A cube has an edge length of 7 cm. If it is divided up into 1 cm cubes, how many 1 cm cubes are there?

Verified step by step guidance

insert step 1> Calculate the volume of the original cube using the formula for the volume of a cube: \( V = a^3 \), where \( a \) is the edge length of the cube.

insert step 2> Substitute the given edge length of the cube (7 cm) into the formula: \( V = 7^3 \).

insert step 3> Calculate the volume of the original cube.

insert step 4> Since each smaller cube has a volume of \( 1^3 = 1 \) cm\(^3\), the number of smaller cubes is equal to the volume of the original cube.

insert step 5> Determine the number of 1 cm cubes by dividing the volume of the original cube by the volume of one smaller cube.

Key Concepts

Here are the essential concepts you must grasp in order to answer the question correctly.

Volume of a Cube

The volume of a cube is calculated using the formula V = a³, where 'a' is the length of one edge.
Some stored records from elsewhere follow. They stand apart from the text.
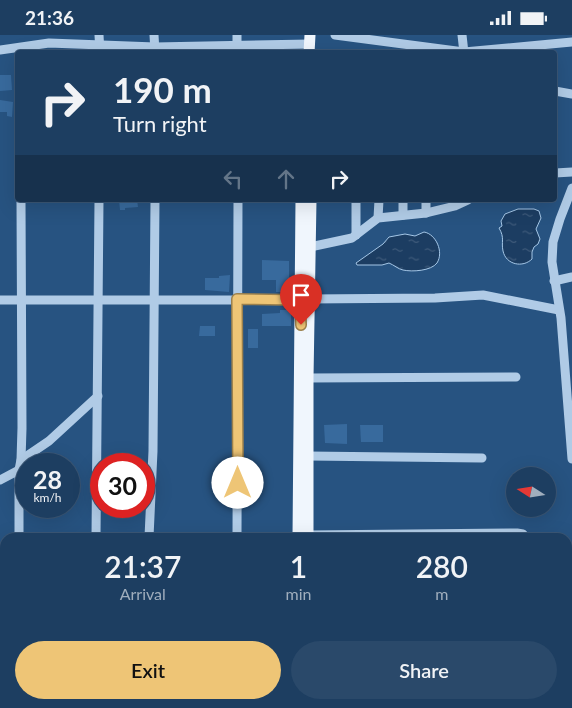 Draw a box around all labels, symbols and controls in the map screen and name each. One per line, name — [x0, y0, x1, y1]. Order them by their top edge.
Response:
text: 21:36 — [25, 6, 74, 29]
text: 190 m — [113, 68, 212, 110]
icon: right — [30, 70, 95, 135]
text: Turn right — [113, 110, 207, 137]
icon: left — [219, 165, 247, 193]
icon: ahead — [272, 165, 300, 193]
icon: right — [325, 165, 353, 193]
pin — [280, 274, 322, 325]
icon: arrive — [287, 281, 315, 309]
speed limit sign: 30 — [90, 453, 155, 518]
position arrow — [211, 456, 263, 508]
text: 28 — [33, 464, 62, 494]
north arrow — [506, 467, 556, 517]
map controls — [506, 467, 556, 517]
text: km/h — [33, 490, 62, 505]
text: 21:37 — [104, 548, 181, 584]
text: 1 — [290, 548, 307, 584]
text: 280 — [416, 548, 468, 584]
text: Arrival — [120, 584, 166, 603]
text: min — [286, 584, 311, 603]
text: m — [435, 584, 448, 603]
button: Exit — [15, 641, 281, 699]
button: Share — [291, 641, 557, 699] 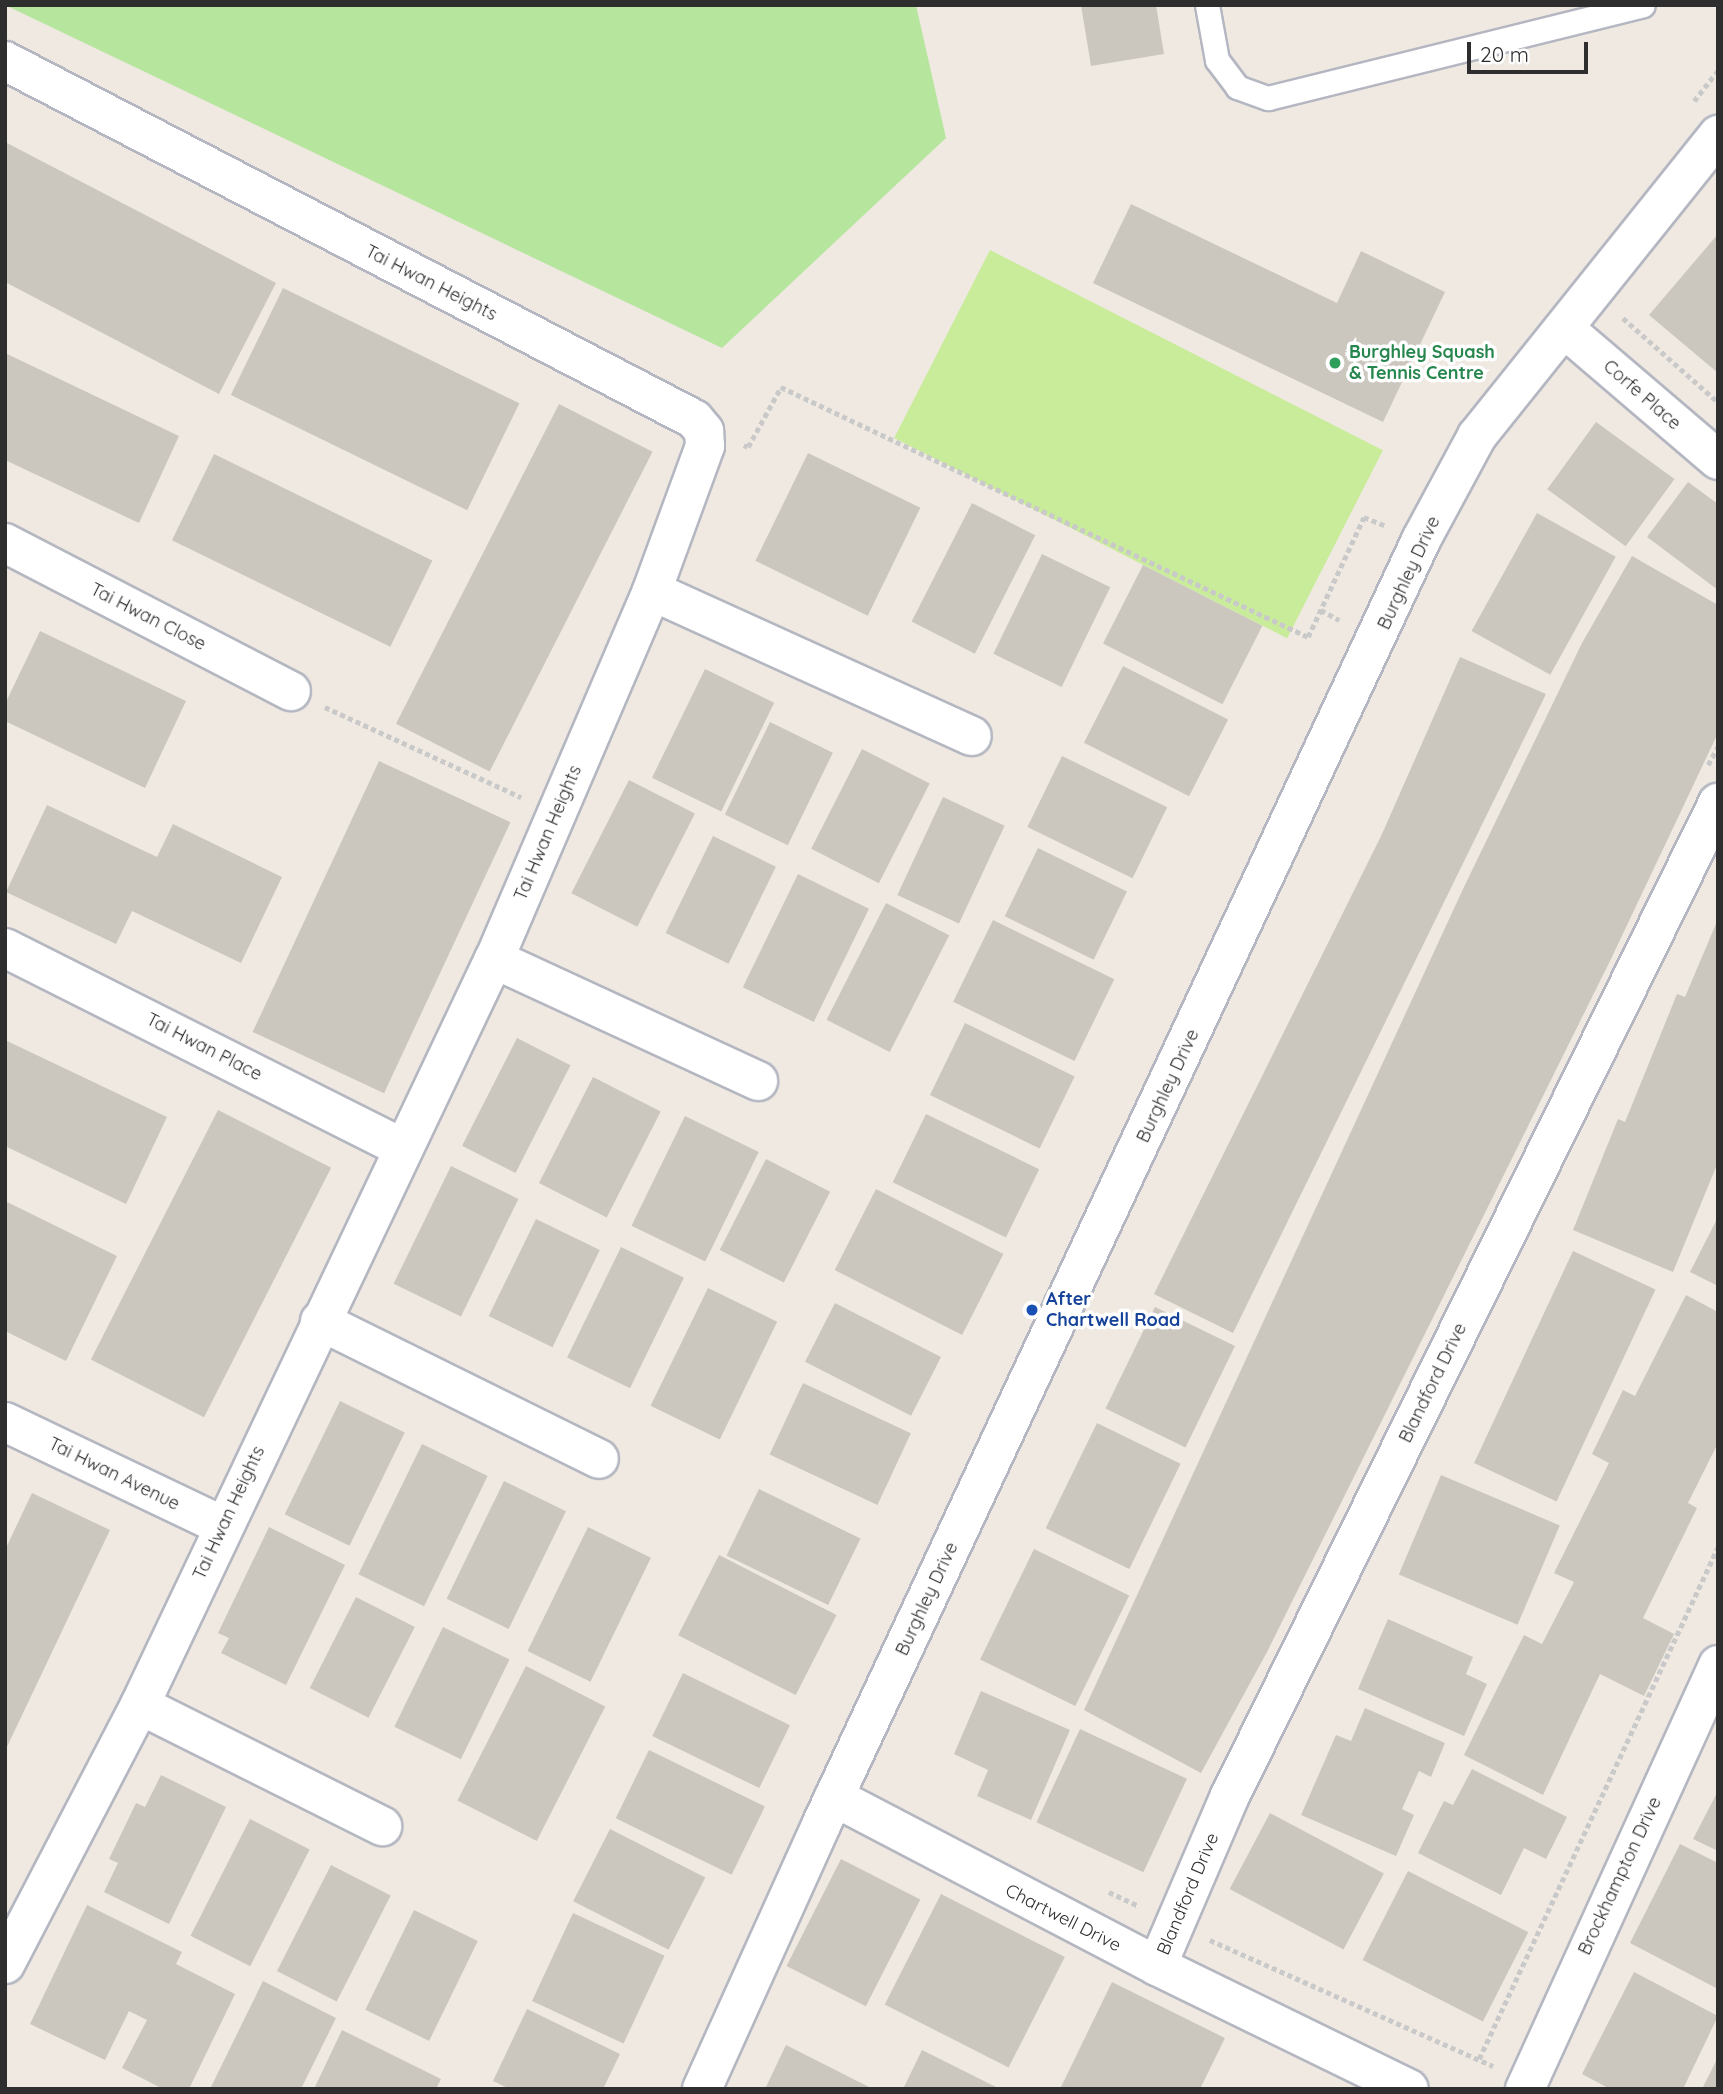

For a cube with an edge length of 7 cm, the volume would be 7 cm × 7 cm × 7 cm, resulting in 343 cm³. This concept is essential for understanding how the total space within the cube can be quantified.

Unit Cubes

Unit cubes are the smallest cubes used to fill a larger volume, typically measuring 1 cm on each side. When determining how many unit cubes fit into a larger cube, the total volume of the larger cube is divided by the volume of a unit cube (1 cm³). This concept helps visualize and calculate the number of smaller cubes that can occupy the same space.

Division of Volume

To find out how many smaller cubes fit into a larger cube, the total volume of the larger cube is divided by the volume of the smaller cube. In this case, dividing the volume of the 7 cm cube (343 cm³) by the volume of a 1 cm cube (1 cm³) gives the total number of 1 cm cubes. This division is a fundamental operation in determining how many discrete units can fit into a given space.